-- Records supplied follows --

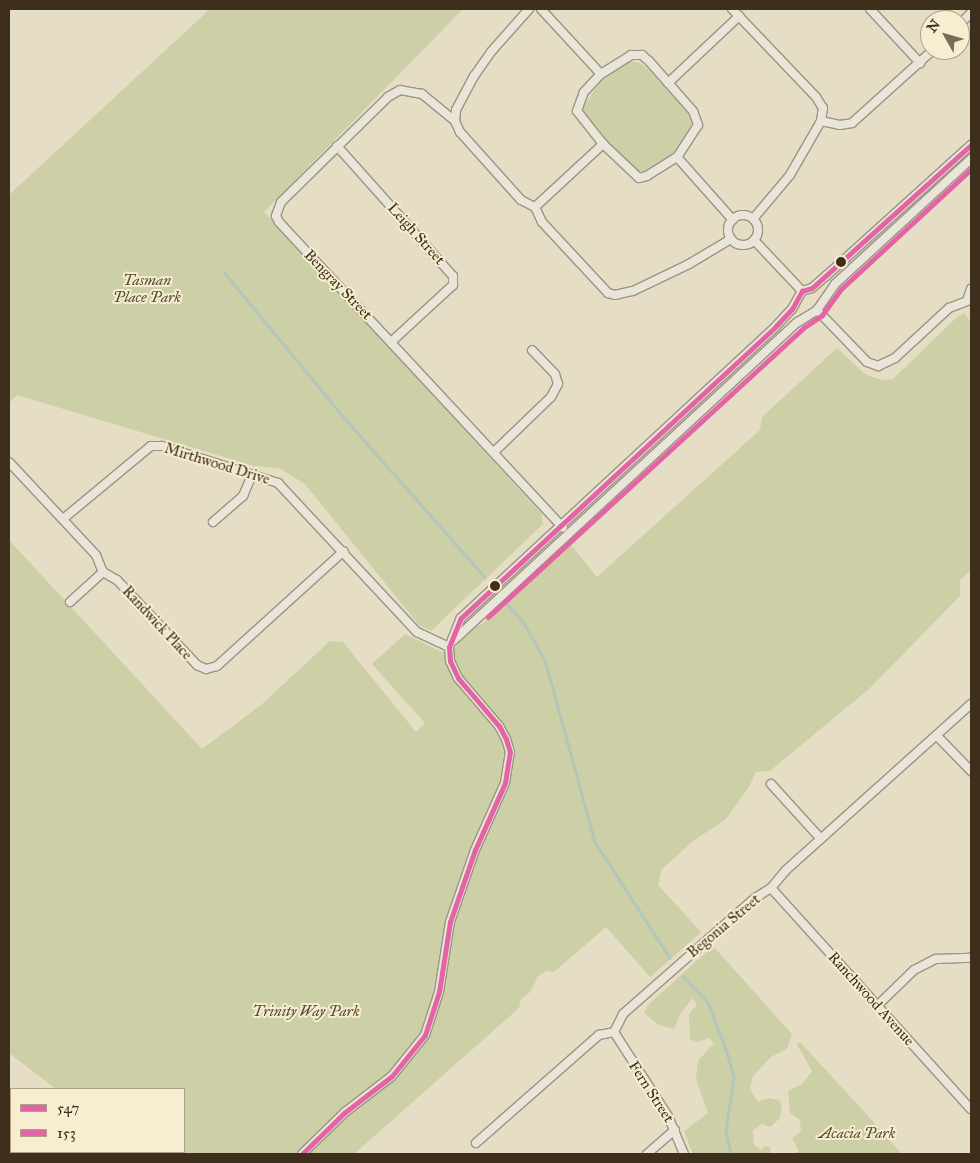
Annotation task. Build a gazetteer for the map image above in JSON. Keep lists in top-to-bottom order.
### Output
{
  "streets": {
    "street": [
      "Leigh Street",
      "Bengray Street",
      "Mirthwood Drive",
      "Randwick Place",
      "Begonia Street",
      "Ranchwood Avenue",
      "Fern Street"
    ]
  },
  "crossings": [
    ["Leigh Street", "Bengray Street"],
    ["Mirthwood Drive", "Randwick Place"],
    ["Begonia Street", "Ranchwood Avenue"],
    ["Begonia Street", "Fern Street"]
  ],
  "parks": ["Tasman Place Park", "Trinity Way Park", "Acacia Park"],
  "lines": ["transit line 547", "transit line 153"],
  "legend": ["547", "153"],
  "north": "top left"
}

-- Records supplied concluded --

#### [Your assignment]
Please set down the data above exactly as given, leaving every picture out.

#### [Response for this exercise]
Annotation task. Build a gazetteer for the map image above in JSON. Keep lists in top-to-bottom order.
### Output
{
  "streets": {
    "street": [
      "Leigh Street",
      "Bengray Street",
      "Mirthwood Drive",
      "Randwick Place",
      "Begonia Street",
      "Ranchwood Avenue",
      "Fern Street"
    ]
  },
  "crossings": [
    ["Leigh Street", "Bengray Street"],
    ["Mirthwood Drive", "Randwick Place"],
    ["Begonia Street", "Ranchwood Avenue"],
    ["Begonia Street", "Fern Street"]
  ],
  "parks": ["Tasman Place Park", "Trinity Way Park", "Acacia Park"],
  "lines": ["transit line 547", "transit line 153"],
  "legend": ["547", "153"],
  "north": "top left"
}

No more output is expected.